Your task is to restate every entry below word for word and omit the images.

************

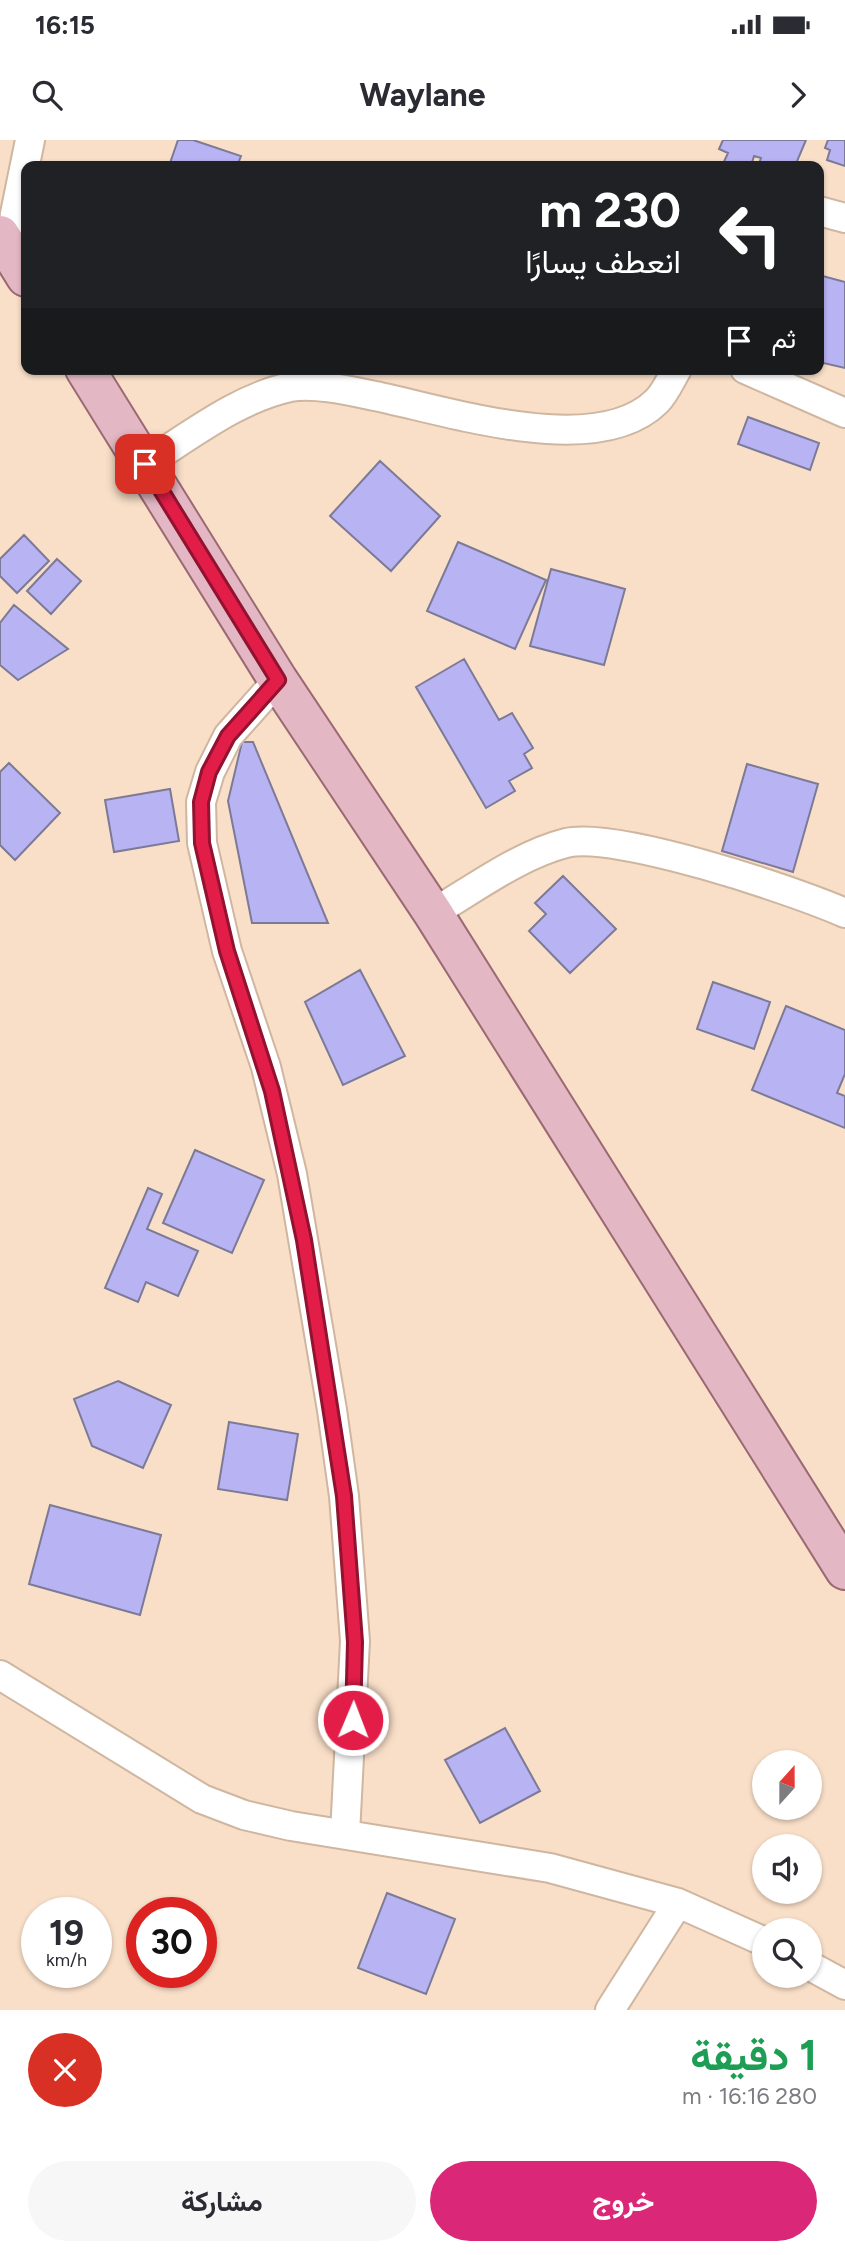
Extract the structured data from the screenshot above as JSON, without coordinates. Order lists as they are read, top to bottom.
{
  "north": "top",
  "page": {
    "status": "16:15",
    "header": "Waylane",
    "turn": ["230 m", "انعطف يسارًا"],
    "then": "ثم",
    "speed": "19 km/h",
    "limit": "30",
    "heading": ["1 دقيقة", "280 m · 16:16"],
    "buttons": ["خروج", "مشاركة"]
  }
}
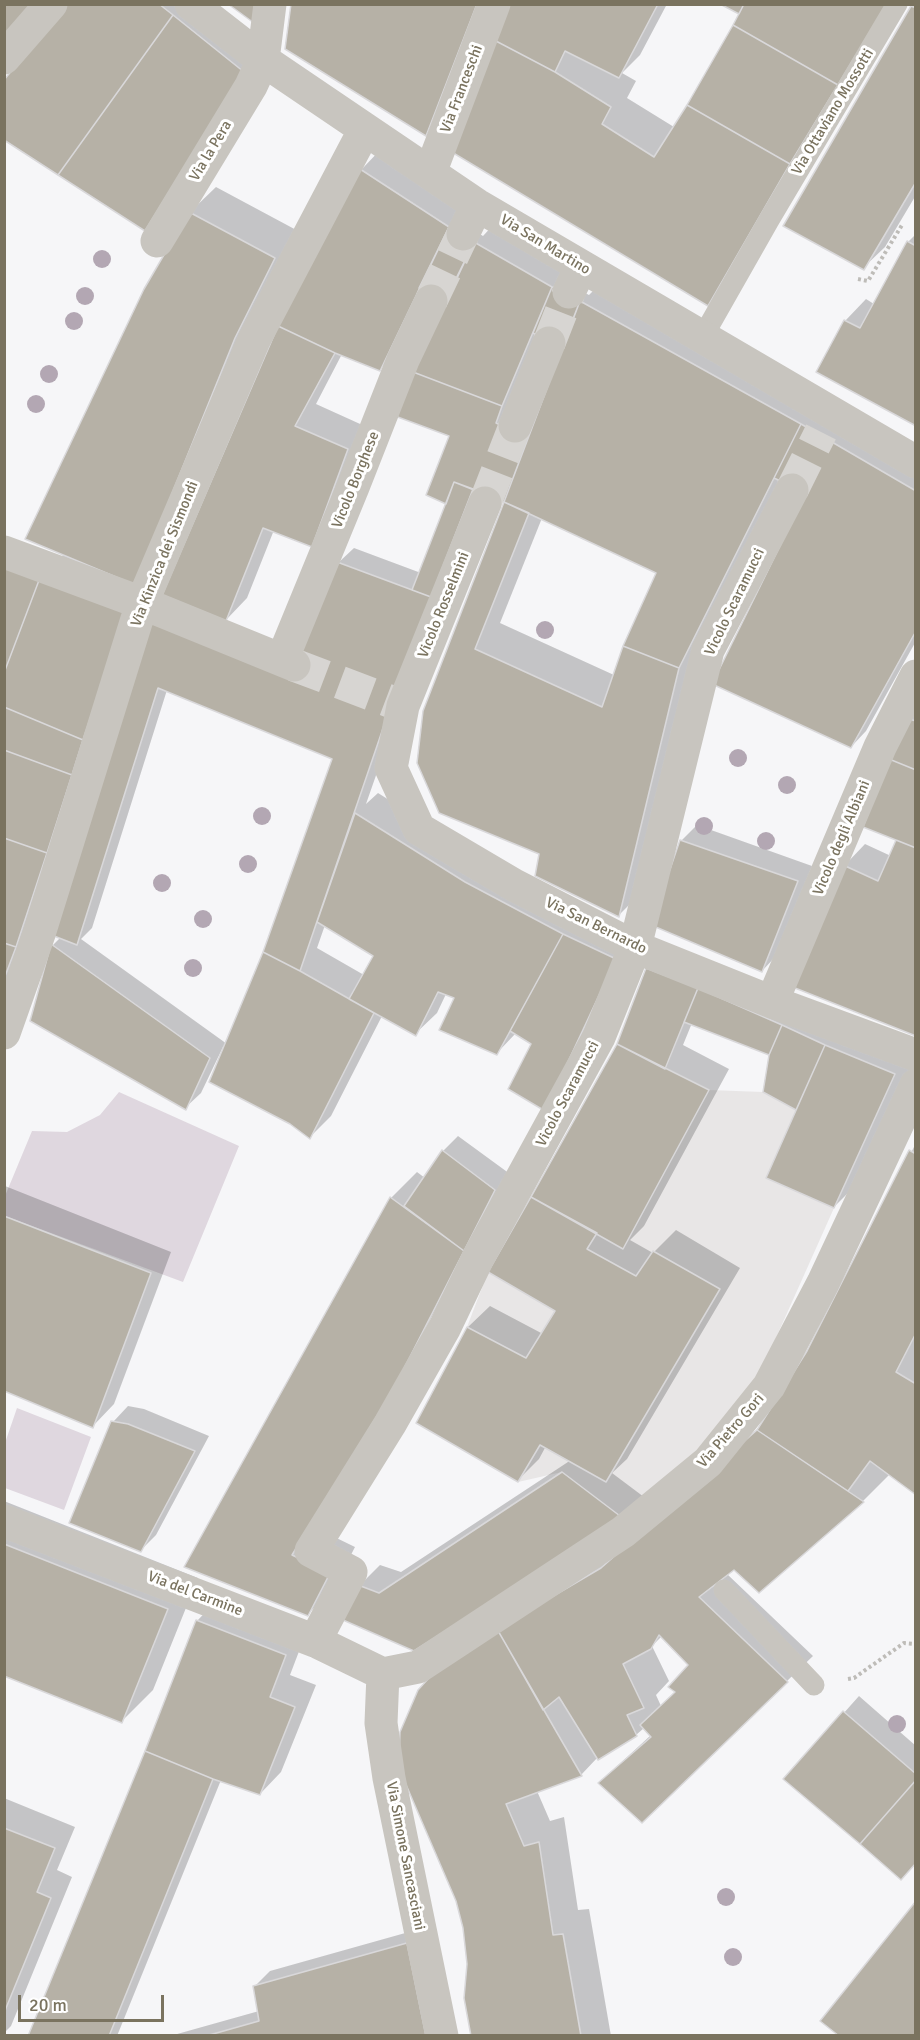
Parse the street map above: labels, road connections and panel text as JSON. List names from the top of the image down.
{
  "streets": {
    "street": [
      "Via Franceschi",
      "Via la Pera",
      "Via San Martino",
      "Vicolo Borghese",
      "Via Kinzica dei Sismondi",
      "Vicolo Scaramucci",
      "Vicolo Rosselmini",
      "Vicolo degli Albiani",
      "Via San Bernardo",
      "Via Pietro Gori",
      "Via del Carmine",
      "Via Simone Sancasciani"
    ],
    "lane": ["Via Ottaviano Mossotti"]
  },
  "crossings": [
    ["Via Franceschi", "Via San Martino"],
    ["Via Ottaviano Mossotti", "Via San Martino"],
    ["Via la Pera", "Via San Martino"],
    ["Via San Martino", "Via Kinzica dei Sismondi"],
    ["Vicolo Borghese", "Via Kinzica dei Sismondi"],
    ["Vicolo Scaramucci", "Via San Bernardo"],
    ["Vicolo Scaramucci", "Via del Carmine"],
    ["Vicolo Rosselmini", "Via San Bernardo"],
    ["Vicolo degli Albiani", "Via San Bernardo"],
    ["Via Pietro Gori", "Via del Carmine"],
    ["Via Pietro Gori", "Via Simone Sancasciani"],
    ["Via del Carmine", "Via Simone Sancasciani"]
  ],
  "scale_bar": "20 m"
}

************

### OUTPUT
Extract the structured data from the screenshot above as JSON, without coordinates. Order lists as they are read, top to bottom.
{
  "north": "top",
  "page": {
    "status": "16:15",
    "header": "Waylane",
    "turn": ["230 m", "انعطف يسارًا"],
    "then": "ثم",
    "speed": "19 km/h",
    "limit": "30",
    "heading": ["1 دقيقة", "280 m · 16:16"],
    "buttons": ["خروج", "مشاركة"]
  }
}
Parse the street map above: labels, road connections and panel text as JSON. List names from the top of the image down.
{
  "streets": {
    "street": [
      "Via Franceschi",
      "Via la Pera",
      "Via San Martino",
      "Vicolo Borghese",
      "Via Kinzica dei Sismondi",
      "Vicolo Scaramucci",
      "Vicolo Rosselmini",
      "Vicolo degli Albiani",
      "Via San Bernardo",
      "Via Pietro Gori",
      "Via del Carmine",
      "Via Simone Sancasciani"
    ],
    "lane": ["Via Ottaviano Mossotti"]
  },
  "crossings": [
    ["Via Franceschi", "Via San Martino"],
    ["Via Ottaviano Mossotti", "Via San Martino"],
    ["Via la Pera", "Via San Martino"],
    ["Via San Martino", "Via Kinzica dei Sismondi"],
    ["Vicolo Borghese", "Via Kinzica dei Sismondi"],
    ["Vicolo Scaramucci", "Via San Bernardo"],
    ["Vicolo Scaramucci", "Via del Carmine"],
    ["Vicolo Rosselmini", "Via San Bernardo"],
    ["Vicolo degli Albiani", "Via San Bernardo"],
    ["Via Pietro Gori", "Via del Carmine"],
    ["Via Pietro Gori", "Via Simone Sancasciani"],
    ["Via del Carmine", "Via Simone Sancasciani"]
  ],
  "scale_bar": "20 m"
}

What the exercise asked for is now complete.